Cell isolation and culture

Bone marrow samples were collected from four MLL leukemia patients at the time of their initial diagnosis, with informed consent obtained from patients treated at the First Affiliated Hospital of Sun Yat-sen University. Ethical approval for sample collection was granted by the Hospital’s Protection of Human Subjects Committee, and detailed clinicopathological characteristics of the patients can be found in Additional file 1: Table S1.

Human THP1 and MOLM-13 cells (ATCC, USA) were cultured in RPMI-1640 medium (HyClone, USA), while MV4-11 cells (ATCC, USA) were cultured in IMDM (HyClone, USA). All cell cultures were supplemented with 10% fetal bovine serum (HyClone, USA) and maintained at 37 °C in a 5% CO2 atmosphere. The primary cells cultured in IMDM (HyClone) supplemented with 20% FBS.

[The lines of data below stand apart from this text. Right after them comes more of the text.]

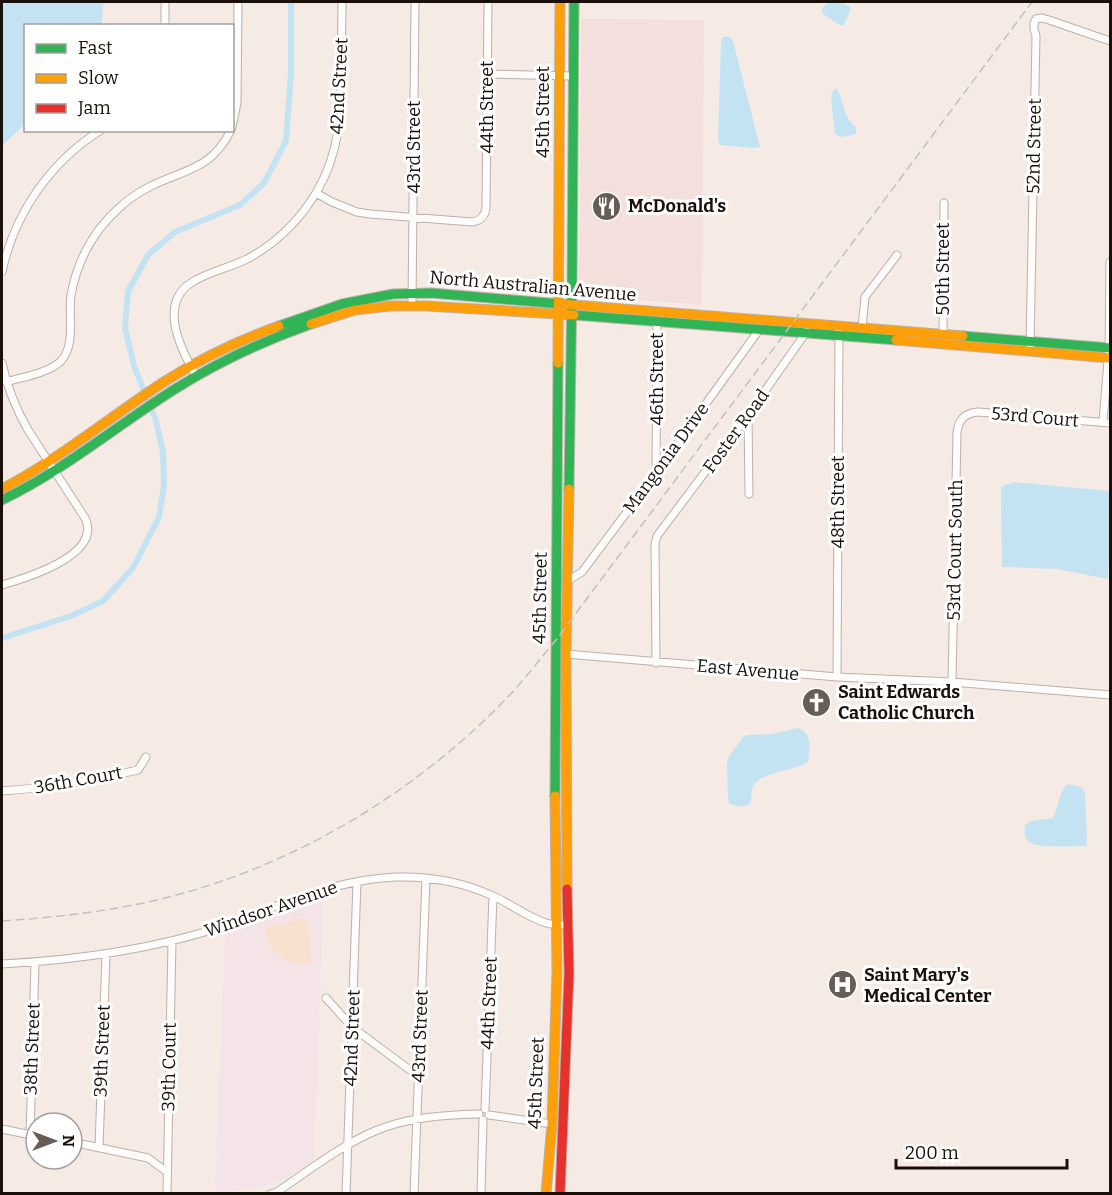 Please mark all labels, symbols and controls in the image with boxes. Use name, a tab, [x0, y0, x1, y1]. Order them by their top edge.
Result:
legend	[24, 24, 234, 132]
text: Fast	[78, 37, 113, 59]
street label: 42nd Street	[325, 37, 353, 135]
street label: 44th Street	[476, 60, 498, 154]
street label: 45th Street	[532, 65, 554, 158]
text: Slow	[78, 67, 119, 89]
text: Jam	[77, 97, 111, 119]
street label: 52nd Street	[1022, 98, 1046, 194]
street label: 43rd Street	[403, 100, 425, 194]
restaurant icon: McDonald's	[591, 190, 623, 222]
place label: McDonald's	[628, 195, 726, 217]
street label: 50th Street	[932, 222, 954, 316]
street label: North Australian Avenue	[429, 266, 637, 306]
street label: 46th Street	[646, 332, 668, 426]
street label: Foster Road	[698, 385, 774, 477]
street label: Mangonia Drive	[618, 398, 714, 518]
street label: 53rd Court	[990, 402, 1080, 432]
street label: 48th Street	[827, 455, 849, 549]
street label: 53rd Court South	[943, 479, 967, 621]
street label: 45th Street	[528, 551, 552, 644]
street label: East Avenue	[696, 655, 800, 685]
place label: Saint Edwards Catholic Church	[838, 681, 975, 724]
church icon: Saint Edwards Catholic Church	[801, 686, 833, 718]
street label: 36th Court	[32, 761, 124, 799]
street label: Windsor Avenue	[202, 876, 340, 942]
street label: 44th Street	[476, 956, 502, 1050]
place label: Saint Mary's Medical Center	[864, 964, 992, 1007]
hospital icon: Saint Mary's Medical Center	[827, 969, 859, 1001]
street label: 42nd Street	[339, 989, 365, 1087]
street label: 43rd Street	[407, 989, 433, 1083]
street label: 38th Street	[19, 1002, 45, 1096]
street label: 39th Street	[89, 1004, 115, 1098]
street label: 39th Court	[157, 1022, 181, 1112]
street label: 45th Street	[523, 1036, 549, 1129]
north arrow	[24, 1111, 84, 1171]
scale bar	[896, 1132, 1067, 1170]
text: N	[59, 1135, 78, 1147]
text: 200 m	[905, 1142, 959, 1164]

RNA isolation and quantitative real-time PCR (RT-PCR)

Total RNA was extracted from bone marrow and cell samples using an Invitrogen™ TRIzol™ Kit (Thermo Fisher, USA) according to the manufacturer’s instructions and was stored at -80 °C before RT-PCR. RNA was reverse-transcribed into cDNA with the PrimeScript® RT reagent Kit (Takara, DDR047A, Japan). Quantitative RT-PCR for lncRNA and mRNA was performed using the SYBR Premix ExTaq real-time PCR Kit (Takara, Japan) according to the manufacturer’s instructions. All of the data were normalized to GAPDH expression as a control. The expression level for each lncRNA and mRNA was determined using the 2−△△Ct method. All primers were confirmed by sequencing the PCR product fragments, as shown in Additional file 1: Table S2.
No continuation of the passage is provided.